• **Goal of the exercise**
Scan the records below for the string "strokeStyle" and return every line where it appears.
________________________
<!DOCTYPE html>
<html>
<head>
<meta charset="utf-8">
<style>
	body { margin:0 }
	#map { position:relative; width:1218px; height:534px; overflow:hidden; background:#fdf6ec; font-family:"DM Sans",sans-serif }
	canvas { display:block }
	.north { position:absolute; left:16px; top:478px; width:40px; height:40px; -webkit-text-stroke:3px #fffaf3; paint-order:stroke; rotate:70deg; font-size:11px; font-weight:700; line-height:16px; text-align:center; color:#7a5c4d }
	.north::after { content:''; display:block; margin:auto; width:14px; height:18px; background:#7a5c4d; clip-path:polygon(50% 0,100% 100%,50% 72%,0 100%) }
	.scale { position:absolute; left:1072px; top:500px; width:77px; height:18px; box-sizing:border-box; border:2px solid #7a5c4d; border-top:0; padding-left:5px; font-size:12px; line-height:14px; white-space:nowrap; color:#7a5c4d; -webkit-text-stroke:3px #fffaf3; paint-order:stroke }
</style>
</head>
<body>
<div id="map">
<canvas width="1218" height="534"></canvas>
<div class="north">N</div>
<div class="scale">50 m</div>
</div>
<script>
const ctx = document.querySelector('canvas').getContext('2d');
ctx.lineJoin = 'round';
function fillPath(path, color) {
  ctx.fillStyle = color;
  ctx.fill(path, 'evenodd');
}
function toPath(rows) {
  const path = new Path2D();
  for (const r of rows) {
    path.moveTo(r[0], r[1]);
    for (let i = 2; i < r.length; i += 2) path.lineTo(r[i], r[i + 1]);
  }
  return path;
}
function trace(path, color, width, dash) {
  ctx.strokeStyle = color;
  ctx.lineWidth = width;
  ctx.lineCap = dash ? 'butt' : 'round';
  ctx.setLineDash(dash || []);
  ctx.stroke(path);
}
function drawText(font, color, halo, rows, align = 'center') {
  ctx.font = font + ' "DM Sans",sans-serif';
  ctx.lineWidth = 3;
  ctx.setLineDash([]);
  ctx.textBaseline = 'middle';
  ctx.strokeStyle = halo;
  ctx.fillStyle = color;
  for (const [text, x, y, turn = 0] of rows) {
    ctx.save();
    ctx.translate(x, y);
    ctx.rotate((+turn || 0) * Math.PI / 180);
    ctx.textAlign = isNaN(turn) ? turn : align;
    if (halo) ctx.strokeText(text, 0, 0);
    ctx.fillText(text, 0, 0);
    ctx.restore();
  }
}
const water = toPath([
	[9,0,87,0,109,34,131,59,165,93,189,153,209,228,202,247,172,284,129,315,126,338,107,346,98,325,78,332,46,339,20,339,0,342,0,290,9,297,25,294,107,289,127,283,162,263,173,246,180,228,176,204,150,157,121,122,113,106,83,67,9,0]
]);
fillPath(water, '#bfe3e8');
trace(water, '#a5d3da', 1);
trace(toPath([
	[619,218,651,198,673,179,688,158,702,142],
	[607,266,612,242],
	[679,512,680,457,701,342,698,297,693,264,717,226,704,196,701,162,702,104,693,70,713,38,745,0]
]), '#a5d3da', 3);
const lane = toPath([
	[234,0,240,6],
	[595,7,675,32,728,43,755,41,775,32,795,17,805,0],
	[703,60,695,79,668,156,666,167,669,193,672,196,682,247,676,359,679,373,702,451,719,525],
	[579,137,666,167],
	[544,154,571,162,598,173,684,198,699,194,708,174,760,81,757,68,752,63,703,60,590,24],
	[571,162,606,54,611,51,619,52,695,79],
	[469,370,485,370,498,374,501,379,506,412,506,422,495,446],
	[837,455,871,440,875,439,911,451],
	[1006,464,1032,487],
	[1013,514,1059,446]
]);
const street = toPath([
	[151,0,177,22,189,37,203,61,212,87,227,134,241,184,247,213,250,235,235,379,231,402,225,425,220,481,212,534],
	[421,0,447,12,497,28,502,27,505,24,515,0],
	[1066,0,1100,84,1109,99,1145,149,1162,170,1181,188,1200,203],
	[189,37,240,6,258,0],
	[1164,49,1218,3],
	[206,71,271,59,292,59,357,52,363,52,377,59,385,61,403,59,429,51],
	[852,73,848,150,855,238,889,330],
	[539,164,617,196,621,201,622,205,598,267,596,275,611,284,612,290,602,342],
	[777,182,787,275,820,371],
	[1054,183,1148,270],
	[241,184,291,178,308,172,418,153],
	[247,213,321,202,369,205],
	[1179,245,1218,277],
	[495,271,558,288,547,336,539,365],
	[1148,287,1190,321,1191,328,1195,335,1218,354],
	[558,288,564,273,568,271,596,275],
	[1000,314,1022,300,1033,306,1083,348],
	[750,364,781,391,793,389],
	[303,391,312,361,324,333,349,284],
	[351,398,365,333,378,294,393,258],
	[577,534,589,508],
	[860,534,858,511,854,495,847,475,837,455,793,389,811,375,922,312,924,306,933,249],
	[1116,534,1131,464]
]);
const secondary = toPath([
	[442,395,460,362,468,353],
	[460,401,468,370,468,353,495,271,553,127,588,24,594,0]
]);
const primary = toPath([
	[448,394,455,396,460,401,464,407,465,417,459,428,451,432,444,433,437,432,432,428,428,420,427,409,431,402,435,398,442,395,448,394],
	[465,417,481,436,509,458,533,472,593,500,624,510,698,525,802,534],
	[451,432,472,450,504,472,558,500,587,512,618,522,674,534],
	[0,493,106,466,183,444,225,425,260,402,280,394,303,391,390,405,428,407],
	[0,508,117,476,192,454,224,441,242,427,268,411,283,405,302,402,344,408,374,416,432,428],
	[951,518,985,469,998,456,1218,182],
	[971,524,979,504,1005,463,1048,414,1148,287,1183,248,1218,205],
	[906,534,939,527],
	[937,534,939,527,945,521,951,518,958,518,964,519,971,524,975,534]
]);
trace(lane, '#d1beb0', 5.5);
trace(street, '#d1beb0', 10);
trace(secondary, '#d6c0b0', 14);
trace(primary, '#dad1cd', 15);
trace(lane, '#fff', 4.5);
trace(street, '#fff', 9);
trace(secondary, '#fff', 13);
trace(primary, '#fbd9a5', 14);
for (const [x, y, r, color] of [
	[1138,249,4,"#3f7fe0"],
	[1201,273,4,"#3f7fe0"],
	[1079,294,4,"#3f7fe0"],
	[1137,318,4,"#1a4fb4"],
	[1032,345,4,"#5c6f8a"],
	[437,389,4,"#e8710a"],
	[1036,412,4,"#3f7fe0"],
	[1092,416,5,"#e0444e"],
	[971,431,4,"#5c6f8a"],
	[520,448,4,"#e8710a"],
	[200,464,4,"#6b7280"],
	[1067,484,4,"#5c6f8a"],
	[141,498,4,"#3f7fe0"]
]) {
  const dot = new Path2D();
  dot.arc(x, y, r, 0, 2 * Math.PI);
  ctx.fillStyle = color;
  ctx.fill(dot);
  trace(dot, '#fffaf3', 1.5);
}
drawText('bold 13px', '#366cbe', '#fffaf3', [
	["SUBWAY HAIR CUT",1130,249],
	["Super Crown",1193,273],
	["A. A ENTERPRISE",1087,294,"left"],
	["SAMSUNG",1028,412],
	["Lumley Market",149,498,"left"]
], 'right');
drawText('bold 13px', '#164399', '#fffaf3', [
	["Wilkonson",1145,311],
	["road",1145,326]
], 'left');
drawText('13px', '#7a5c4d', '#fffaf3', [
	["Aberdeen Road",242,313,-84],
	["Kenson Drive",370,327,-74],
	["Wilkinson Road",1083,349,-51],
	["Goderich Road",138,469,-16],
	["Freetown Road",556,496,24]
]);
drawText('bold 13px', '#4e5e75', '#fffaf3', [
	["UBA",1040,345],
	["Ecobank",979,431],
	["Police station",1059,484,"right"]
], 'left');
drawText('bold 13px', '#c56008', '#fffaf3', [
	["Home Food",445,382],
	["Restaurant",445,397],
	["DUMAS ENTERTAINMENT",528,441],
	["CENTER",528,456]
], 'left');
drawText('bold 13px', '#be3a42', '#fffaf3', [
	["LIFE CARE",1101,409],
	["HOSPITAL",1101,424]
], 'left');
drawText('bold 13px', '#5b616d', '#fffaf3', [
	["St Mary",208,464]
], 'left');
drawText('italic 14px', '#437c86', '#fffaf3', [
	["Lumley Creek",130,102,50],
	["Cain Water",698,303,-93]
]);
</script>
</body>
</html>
________________________
• **Exercise solution**
  ctx.strokeStyle = color;
  ctx.strokeStyle = halo;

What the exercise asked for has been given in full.